The most underrated skill in Actions at scale: understanding trigger types deeply. `workflow_call` vs `workflow_dispatch` vs `repository_dispatch` each has fundamentally different trust boundaries and token behaviors. Most engineers treat them interchangeably — and then get bitten by permission escalation or silent failures.

### 4. Central Repos as the Source of Truth

Each framework lives in a dedicated repo. Teams never fork — they call with version tags. Updates propagate instantly. Governance lives in one place.

## From CI/CD to Intelligent System

The final evolution was adding intelligence on top of the platform. Using webhooks and GitHub Issues, we built:

- **AI-powered issue categorization**: incoming platform issues get triaged automatically
- **Automated release notes**: framework releases generate changelogs from PR descriptions
- **Policy drift detection**: nightly runs compare actual Azure state against declared YAML

None of this required a separate tool. The identity layer, the reusable workflows, and the event system were already there. Intelligence was just another consumer of the same platform primitives.

## Your Playbook: The Three-Step Recipe

If you're staring at 50+ repos with snowflake workflows, here's the path:

![Three-step enterprise scaling playbook: 1. Solve Identity First, 2. Build Frameworks Not Pipelines, 3. Scale Identity Not Humans](/images/articles/your-github-actions-dont-need-secrets/three-step-playbook.webp)
*The three-step recipe that scales from 3 teams to 1,000 repos: centralize identity, codify frameworks, let identity scale itself.*

1. **Solve identity first.** Whether you use GitHub's native OIDC (with the newer [`job_workflow_ref` claims](https://docs.github.com/en/actions/deployment/security-hardening-your-deployments/about-security-hardening-with-openid-connect) and [repository custom properties](https://github.blog/changelog/2026-03-12-actions-oidc-tokens-now-support-repository-custom-properties)) or build a broker — centralized, auditable identity is your foundation.

2. **Build frameworks, not pipelines.** Each framework should be composable (composite action → reusable workflow → team YAML). Teams should define *what* they need, not *how* to get it.

3. **Scale the identity, not the humans.** When a new team onboards, they shouldn't need a meeting. They define their requirements in YAML, the framework provisions everything, and identity flows through automatically.

[AstraZeneca scaled 5,000 developers across 20,000 repositories](https://theapplied.co/use-cases/astrazeneca-github-copilot-drug-discovery) on GitHub Enterprise using similar patterns — reusable Actions libraries with security baked in by default.

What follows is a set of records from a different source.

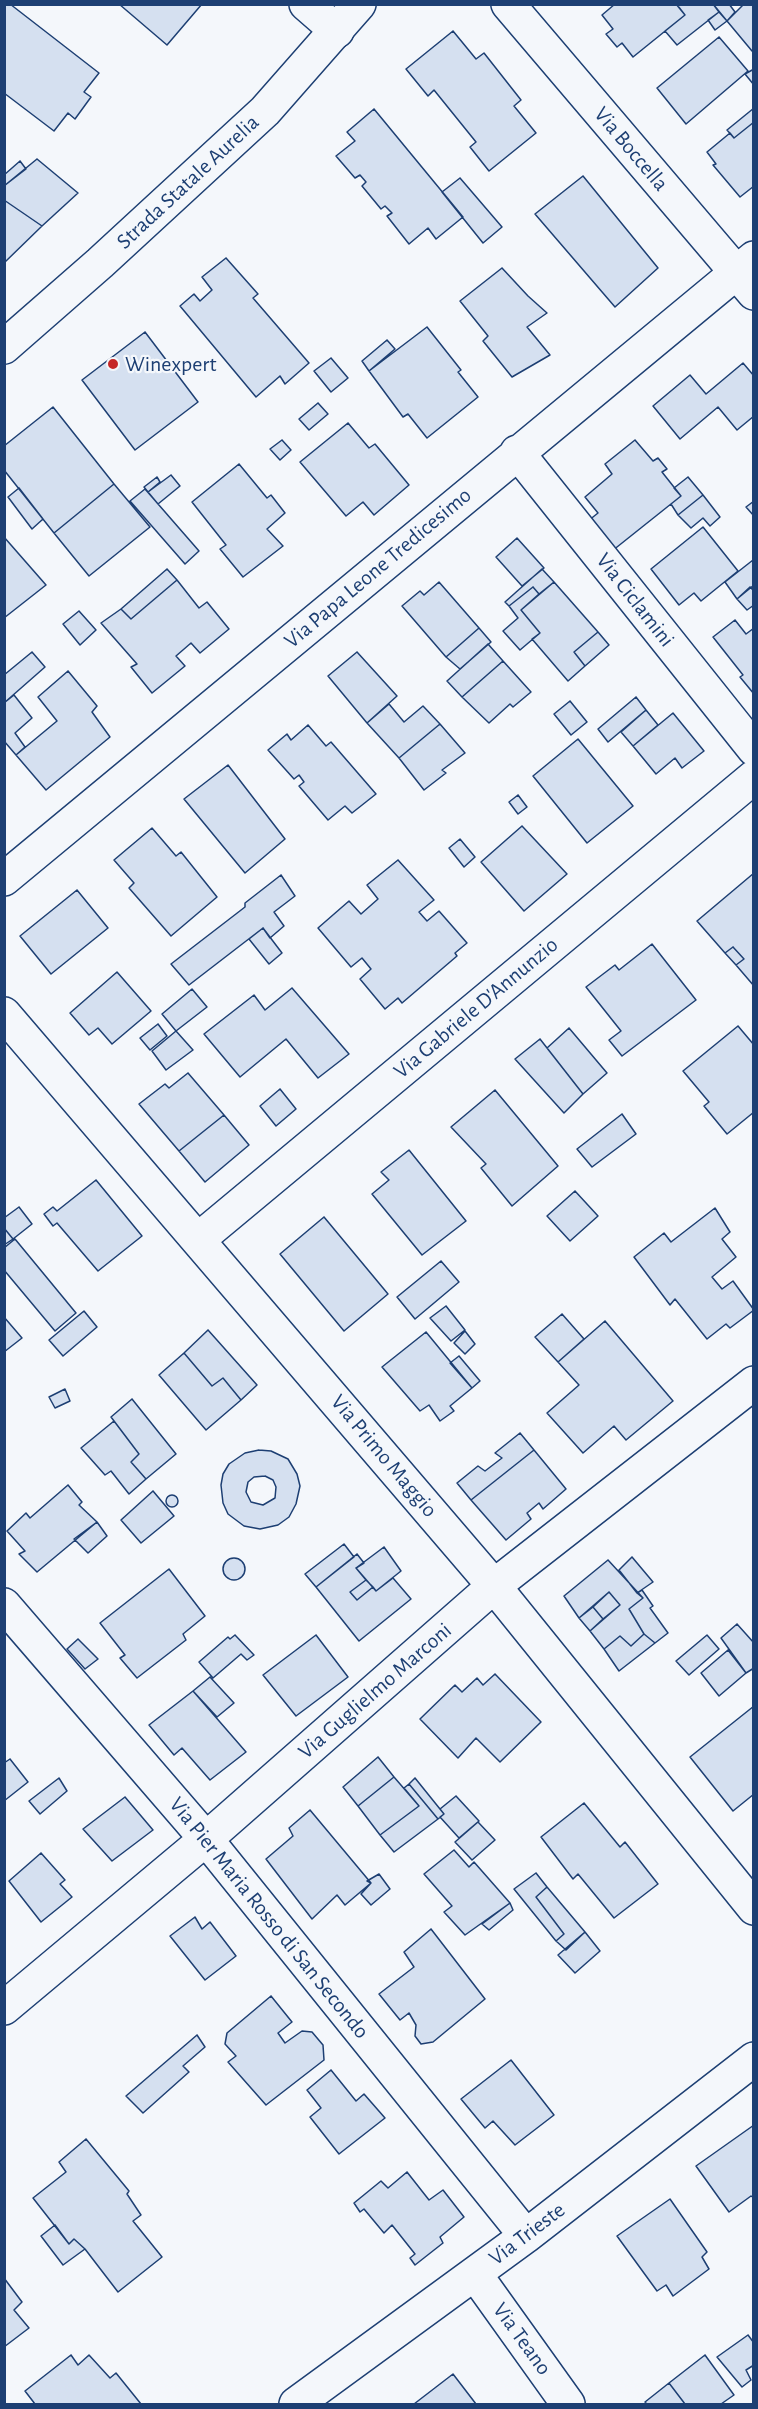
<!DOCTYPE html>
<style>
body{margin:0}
#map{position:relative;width:758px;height:2409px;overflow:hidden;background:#f4f7fb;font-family:"Alegreya Sans",sans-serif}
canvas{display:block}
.frame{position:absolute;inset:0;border:6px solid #1d3f73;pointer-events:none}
</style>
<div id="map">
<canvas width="758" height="2409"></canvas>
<div class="frame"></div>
</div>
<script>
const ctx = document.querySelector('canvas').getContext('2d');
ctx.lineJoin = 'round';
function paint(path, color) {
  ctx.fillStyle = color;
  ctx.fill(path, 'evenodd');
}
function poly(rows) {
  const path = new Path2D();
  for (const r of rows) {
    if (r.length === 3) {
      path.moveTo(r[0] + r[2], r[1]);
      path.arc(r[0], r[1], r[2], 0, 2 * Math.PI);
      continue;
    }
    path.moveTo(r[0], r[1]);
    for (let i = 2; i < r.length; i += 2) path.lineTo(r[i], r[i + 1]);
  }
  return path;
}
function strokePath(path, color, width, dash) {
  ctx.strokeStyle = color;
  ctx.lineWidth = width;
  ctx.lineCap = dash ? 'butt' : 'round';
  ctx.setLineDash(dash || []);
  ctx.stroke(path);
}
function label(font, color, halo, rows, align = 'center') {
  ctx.font = font + ' "Alegreya Sans",sans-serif';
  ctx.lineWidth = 4.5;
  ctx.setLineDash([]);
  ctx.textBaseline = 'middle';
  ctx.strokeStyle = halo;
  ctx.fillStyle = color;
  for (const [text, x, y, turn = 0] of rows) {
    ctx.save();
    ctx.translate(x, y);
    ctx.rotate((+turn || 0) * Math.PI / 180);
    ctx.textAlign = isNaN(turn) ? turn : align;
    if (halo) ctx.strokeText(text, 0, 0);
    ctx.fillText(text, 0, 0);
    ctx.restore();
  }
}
const building = poly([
 [4,4,10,4,99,73,84,92,91,97,75,119,68,113,54,131,4,93,4,4],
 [119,4,202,4,167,45,119,4],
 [615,4,676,4,685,15,633,57,622,43,617,47,606,34,613,29,602,15,615,4],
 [680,4,713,4,719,12,677,45,665,31,685,15,678,6,680,4],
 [713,4,729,4,735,12,727,21,713,4],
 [744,4,754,4,754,50,752,51,727,21,744,4],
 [719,12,727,21,715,30,708,20,719,12],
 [453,31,476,59,484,53,521,100,514,106,536,133,489,171,470,147,476,142,434,90,428,96,406,69,453,31],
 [719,37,748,71,686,124,657,88,719,37],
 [754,69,754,85,745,74,754,69],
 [754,108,754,122,734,138,727,130,754,108],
 [374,109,463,217,436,239,428,228,409,244,387,216,392,213,385,206,381,209,362,186,366,182,360,175,355,178,336,156,355,141,347,132,374,109],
 [754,122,754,186,740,197,713,165,716,164,707,152,730,133,734,138,754,122],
 [37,159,78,193,42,226,4,200,4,186,37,159],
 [20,161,26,169,4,186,4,175,20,161],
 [583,176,658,268,615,307,535,214,583,176],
 [460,178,502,227,483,243,442,192,460,178],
 [4,200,42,226,5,262,4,262,4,200],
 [226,258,258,294,253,298,309,363,285,384,280,376,256,397,180,306,194,294,200,301,212,290,202,277,226,258],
 [502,268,528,296,547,313,527,327,550,355,512,377,483,341,488,336,460,301,502,268],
 [427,327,461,370,458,372,478,397,427,438,408,414,403,417,369,371,427,327],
 [145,332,198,402,135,450,82,380,145,332],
 [387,340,395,349,369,371,362,361,387,340],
 [331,358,348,378,331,392,314,371,331,358],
 [743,363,754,376,754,416,737,430,718,407,680,439,653,406,690,375,706,394,743,363],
 [318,403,328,414,309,430,299,419,318,403],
 [53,407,114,484,54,533,4,470,4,446,53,407],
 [348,423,369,448,375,444,409,485,374,515,363,502,346,516,300,462,348,423],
 [282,440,291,450,280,460,270,449,282,440],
 [635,440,653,461,658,458,667,469,662,472,681,496,612,551,588,521,598,513,585,497,612,474,605,464,635,440],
 [239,464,267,498,271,495,285,513,267,529,283,546,243,577,220,549,226,545,192,502,239,464],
 [171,475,180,486,158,504,148,492,171,475],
 [157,477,160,482,148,492,144,487,157,477],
 [688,477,703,495,678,515,671,504,681,496,674,488,688,477],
 [114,484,150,527,89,576,54,533,114,484],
 [19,488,43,519,32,529,8,497,19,488],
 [145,489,199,551,185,564,130,501,145,489],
 [703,495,720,517,710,526,703,518,691,528,678,515,703,495],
 [754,501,754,516,746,507,754,501],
 [703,527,738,571,701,601,694,593,679,605,651,569,703,527],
 [4,537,46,585,4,618,4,537],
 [517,538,544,568,522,586,496,557,517,538],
 [753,560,754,585,737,599,725,582,753,560],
 [167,569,177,580,131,619,121,609,167,569],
 [542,569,554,582,539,594,533,587,509,606,505,602,542,569],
 [177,580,199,608,207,602,229,629,200,653,191,643,176,656,185,666,152,693,131,667,137,664,101,623,121,609,131,619,177,580],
 [439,582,479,628,446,657,402,606,420,591,424,595,439,582],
 [554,582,598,632,574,652,585,666,568,681,532,639,540,633,521,610,554,582],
 [533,587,539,594,521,610,540,633,520,650,503,631,518,618,509,606,533,587],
 [750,587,754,591,754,605,747,610,737,599,750,587],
 [79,611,96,630,80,645,63,624,79,611],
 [735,620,746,634,754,628,754,694,740,677,743,675,713,637,735,620],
 [479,628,491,642,460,669,446,657,479,628],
 [598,632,609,645,585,666,574,652,598,632],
 [488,644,503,661,462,697,447,681,488,644],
 [32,652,45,667,4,703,4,675,32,652],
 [357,652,397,696,367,723,328,676,357,652],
 [503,661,531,692,513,707,510,704,489,723,462,697,503,661],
 [68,671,97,706,92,712,110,737,46,790,16,755,57,721,38,697,68,671],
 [14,695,32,718,15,733,25,747,16,755,4,741,4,703,14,695],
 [636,697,646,710,608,742,598,729,636,697],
 [570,701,587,722,571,735,554,714,570,701],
 [389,704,404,722,423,706,440,724,399,758,367,723,389,704],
 [646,710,658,725,633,746,621,732,646,710],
 [673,713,704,751,682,768,675,758,656,774,633,746,673,713],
 [440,724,465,753,442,770,446,773,424,790,399,758,440,724],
 [308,725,326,746,331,742,376,794,352,813,345,806,328,820,299,786,304,782,299,775,294,779,268,750,287,734,291,740,308,725],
 [578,739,633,806,587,843,533,776,578,739],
 [228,765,285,839,245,873,184,799,228,765],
 [518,795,527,807,518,814,509,802,518,795],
 [522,826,567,874,524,911,481,862,522,826],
 [152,828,176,856,181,852,217,897,171,936,129,888,134,883,114,860,152,828],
 [460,839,475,857,464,867,449,848,460,839],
 [398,860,434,900,419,912,427,921,439,911,467,943,455,953,457,956,402,1003,398,998,385,1009,360,979,371,969,362,958,351,967,318,928,349,901,361,914,378,899,367,885,398,860],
 [754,873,754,986,736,965,744,959,733,947,725,953,697,921,754,873],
 [281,875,295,896,274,912,284,926,270,938,263,928,189,985,171,964,245,907,245,903,281,875],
 [77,890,108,928,51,974,20,936,77,890],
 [263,928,282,953,269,964,249,939,263,928],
 [652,944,696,1000,622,1056,609,1040,621,1031,586,987,615,965,619,970,652,944],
 [733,947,744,959,736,965,725,953,733,947],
 [117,972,151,1011,112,1044,98,1028,89,1035,70,1013,117,972],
 [292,988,349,1054,318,1078,286,1039,240,1077,204,1034,254,995,265,1010,292,988],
 [192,989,207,1007,176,1031,162,1014,192,989],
 [158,1024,167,1036,150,1050,140,1038,158,1024],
 [738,1026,754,1045,754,1112,727,1134,704,1106,709,1102,683,1071,738,1026],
 [569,1028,607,1073,583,1094,547,1048,569,1028],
 [176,1031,193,1050,166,1070,152,1051,176,1031],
 [540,1039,583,1094,564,1113,515,1059,540,1039],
 [188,1073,224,1115,179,1151,139,1104,165,1084,169,1088,188,1073],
 [280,1089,296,1109,276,1126,260,1106,280,1089],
 [495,1090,558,1166,512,1206,481,1168,486,1164,451,1127,495,1090],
 [622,1114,636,1134,592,1167,577,1149,622,1114],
 [224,1115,249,1145,205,1182,179,1151,224,1115],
 [409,1150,466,1221,422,1255,372,1194,389,1180,381,1172,409,1150],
 [96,1180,142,1236,98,1271,57,1223,53,1226,44,1214,53,1207,57,1211,96,1180],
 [575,1191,598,1216,570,1241,547,1216,575,1191],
 [19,1207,32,1224,13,1239,4,1228,4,1218,19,1207],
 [715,1208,730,1232,722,1239,736,1257,712,1277,722,1289,733,1281,754,1310,730,1328,726,1324,707,1339,675,1299,670,1305,634,1257,664,1233,671,1242,715,1208],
 [324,1217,388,1294,344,1331,280,1254,324,1217],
 [4,1228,13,1239,4,1245,4,1228],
 [15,1239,76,1313,55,1331,4,1270,4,1248,15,1239],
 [441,1261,459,1282,415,1319,397,1297,441,1261],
 [446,1306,465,1330,451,1341,430,1318,446,1306],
 [84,1311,97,1327,63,1356,49,1340,84,1311],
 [562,1314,584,1339,558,1362,535,1337,562,1314],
 [4,1317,22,1338,4,1352,4,1317],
 [605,1321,673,1401,626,1440,614,1426,583,1453,547,1413,579,1385,558,1362,605,1321],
 [208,1330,257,1385,241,1400,223,1378,212,1386,184,1353,208,1330],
 [465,1331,475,1344,465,1354,454,1343,465,1331],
 [426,1332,472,1388,450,1406,454,1411,440,1421,429,1405,420,1411,382,1367,426,1332],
 [184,1353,212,1386,223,1378,241,1400,206,1430,159,1375,184,1353],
 [459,1356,480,1381,472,1388,450,1363,459,1356],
 [65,1389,70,1401,55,1408,49,1397,65,1389],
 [132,1399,176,1454,146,1479,131,1462,139,1454,111,1417,132,1399],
 [114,1421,139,1454,131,1462,146,1479,129,1494,111,1471,105,1475,81,1448,114,1421],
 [520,1433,534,1450,471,1500,457,1483,478,1466,485,1471,502,1458,495,1453,520,1433],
 [259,1450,271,1451,288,1459,297,1474,300,1486,296,1504,289,1517,278,1525,260,1529,244,1526,228,1514,223,1503,221,1485,223,1474,229,1464,245,1453,259,1450],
 [265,1476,273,1480,276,1487,275,1498,263,1505,251,1502,246,1492,248,1482,254,1477,265,1476],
 [534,1450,566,1489,543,1509,539,1503,527,1513,531,1519,506,1540,471,1500,534,1450],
 [68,1485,82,1502,79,1505,97,1522,37,1572,19,1554,25,1551,7,1531,26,1513,30,1518,68,1485],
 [153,1491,174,1516,141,1543,121,1520,153,1491],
 [172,1501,6],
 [97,1522,107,1536,88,1553,74,1539,97,1522],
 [344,1544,354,1557,316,1587,305,1574,344,1544],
 [384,1547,401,1571,376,1591,356,1568,384,1547],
 [357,1554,364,1563,356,1568,366,1580,350,1592,357,1600,373,1587,376,1591,393,1578,411,1599,359,1641,316,1587,357,1554],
 [632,1557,653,1582,637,1593,619,1570,632,1557],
 [234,1569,11],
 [608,1560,643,1598,629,1609,644,1634,631,1646,620,1636,604,1649,590,1631,620,1605,609,1592,579,1618,564,1596,608,1560],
 [169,1569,205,1616,183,1634,186,1640,137,1678,120,1658,125,1655,100,1623,169,1569],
 [366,1580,373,1587,357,1600,350,1592,366,1580],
 [642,1590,653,1606,650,1608,668,1633,655,1643,644,1634,629,1609,643,1598,637,1593,642,1590],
 [609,1592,620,1605,603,1619,593,1607,609,1592],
 [593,1607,603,1619,590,1631,579,1618,593,1607],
 [737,1624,754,1643,754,1668,746,1673,721,1638,737,1624],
 [644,1634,655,1643,619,1671,604,1649,620,1636,631,1646,644,1634],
 [235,1635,254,1655,247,1660,241,1654,213,1678,199,1662,228,1637,230,1639,235,1635],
 [316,1635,348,1677,296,1716,263,1675,316,1635],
 [707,1635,719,1649,689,1675,676,1661,707,1635],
 [78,1639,98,1659,85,1669,67,1649,78,1639],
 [728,1650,746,1673,719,1696,701,1673,728,1650],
 [495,1674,541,1722,500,1762,476,1738,458,1758,420,1719,455,1685,462,1692,477,1678,483,1685,495,1674],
 [210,1677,234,1703,217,1717,193,1691,210,1677],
 [193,1691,246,1752,210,1780,182,1748,174,1755,149,1725,193,1691],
 [754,1706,754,1794,733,1811,690,1757,754,1706],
 [378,1757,394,1777,358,1806,343,1787,378,1757],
 [10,1759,28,1782,4,1801,4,1763,10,1759],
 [394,1777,419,1806,380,1835,358,1806,394,1777],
 [59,1778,67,1791,40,1814,29,1801,59,1778],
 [415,1778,444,1814,438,1819,409,1784,415,1778],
 [409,1784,438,1819,394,1852,380,1835,419,1806,404,1788,409,1784],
 [456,1796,479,1821,459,1838,440,1817,444,1814,440,1809,456,1796],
 [125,1797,153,1830,112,1861,83,1829,125,1797],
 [584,1803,620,1847,625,1842,658,1884,614,1918,578,1874,573,1879,541,1837,584,1803],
 [310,1810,371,1883,345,1905,337,1895,312,1919,266,1859,293,1836,289,1828,310,1810],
 [478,1822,495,1840,472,1860,455,1842,478,1822],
 [454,1850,469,1867,474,1862,510,1903,465,1935,444,1912,452,1906,424,1874,454,1850],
 [41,1853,65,1880,60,1884,72,1897,41,1922,9,1881,41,1853],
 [536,1873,547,1887,536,1897,564,1934,556,1941,514,1889,536,1873],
 [379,1874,390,1889,371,1905,361,1894,371,1883,367,1881,379,1874],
 [547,1887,585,1932,566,1950,556,1941,564,1934,536,1897,547,1887],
 [510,1903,513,1910,489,1930,482,1924,510,1903],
 [195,1917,202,1929,210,1922,236,1956,205,1980,170,1936,195,1917],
 [431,1929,485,1999,433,2042,421,2044,415,2036,416,2025,409,2013,400,2020,379,1994,414,1967,404,1952,431,1929],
 [585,1932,600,1951,575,1973,558,1955,585,1932],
 [271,1996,292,2022,278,2033,285,2043,302,2031,312,2032,323,2045,324,2060,266,2105,228,2062,236,2056,225,2044,227,2033,271,1996],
 [197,2035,205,2047,183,2066,189,2072,143,2113,126,2096,197,2035],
 [511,2060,554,2115,515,2145,493,2121,485,2128,461,2099,511,2060],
 [331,2070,356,2101,364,2094,385,2118,339,2154,310,2117,321,2108,307,2090,331,2070],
 [754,2125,754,2198,751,2196,729,2212,696,2166,754,2125],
 [86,2139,129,2191,127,2194,141,2215,133,2221,162,2257,118,2292,85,2249,74,2239,69,2244,33,2198,66,2172,59,2162,86,2139],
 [407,2172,429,2200,443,2190,464,2217,440,2237,443,2243,415,2265,410,2258,415,2254,392,2225,384,2233,364,2209,360,2212,354,2203,381,2181,388,2188,407,2172],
 [670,2199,707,2252,702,2257,709,2269,673,2296,666,2285,657,2291,617,2236,670,2199],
 [55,2225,69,2244,74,2239,85,2249,63,2265,41,2236,55,2225],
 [4,2278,22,2302,14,2310,29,2328,4,2347,4,2278],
 [748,2335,754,2343,754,2365,746,2370,751,2380,742,2387,717,2357,748,2335],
 [71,2355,78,2365,89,2355,110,2378,116,2373,141,2404,35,2404,25,2391,71,2355],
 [705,2355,734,2395,721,2404,685,2404,669,2383,705,2355],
 [453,2374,476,2404,414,2404,453,2374],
 [669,2383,685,2404,647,2404,645,2402,669,2383]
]);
paint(building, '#d5e0f0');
strokePath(building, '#1d3f73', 1.5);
const minor = poly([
 [306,4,337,31],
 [508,4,754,293],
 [517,452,754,749],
 [4,879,754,258],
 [4,1014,494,1586,754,1908],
 [199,1239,754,777],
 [4,1605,206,1839,526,2236],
 [4,2008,206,1839,494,1586,754,1383],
 [475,2274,568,2404],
 [296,2404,526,2236,754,2059]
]);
const major = poly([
 [4,347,100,263,265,111,359,4]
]);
strokePath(minor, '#1d3f73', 36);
strokePath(major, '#1d3f73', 36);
strokePath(minor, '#f4f7fb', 33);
strokePath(major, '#f4f7fb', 33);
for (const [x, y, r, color] of [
 [113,364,6,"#c62828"]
]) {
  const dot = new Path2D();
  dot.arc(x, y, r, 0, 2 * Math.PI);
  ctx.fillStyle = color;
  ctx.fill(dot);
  strokePath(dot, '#f4f7fb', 2);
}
label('22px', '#1d3f73', '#f4f7fb', [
 ["Via Boccella",631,149,50],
 ["Strada Statale Aurelia",188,182,-43],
 ["Via Papa Leone Tredicesimo",378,568,-40],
 ["Via Ciclamini",635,600,52],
 ["Via Gabriele D'Annunzio",476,1008,-40],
 ["Via Primo Maggio",384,1456,50],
 ["Via Guglielmo Marconi",375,1691,-41],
 ["Via Pier Maria Rosso di San Secondo",269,1918,51],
 ["Via Trieste",527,2234,-37],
 ["Via Teano",522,2339,54]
]);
label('22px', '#1d3f73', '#f4f7fb', [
 ["Winexpert",125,364]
], 'left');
</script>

The pattern works whether you're 50 engineers or 5,000.

## The Bottom Line

GitHub Actions at enterprise scale isn't a YAML problem — it's a platform engineering problem. The organizations that scale are the ones that treat identity as infrastructure, workflows as contracts, and frameworks as products with versioned APIs.

I've written extensively about [platform engineering with GitHub](/articles/platform-engineering-github-internal-developer-platform) and how [GitHub Actions debugging](/articles/github-actions-debugging-guide) fits into this picture. If you're building internal developer platforms, the identity-first approach is the one architecture decision that makes everything else possible.

The recipe hasn't changed since I scaled to 1,000 repos: **identify bottlenecks → codify them → scale identity.** Everything else is implementation detail.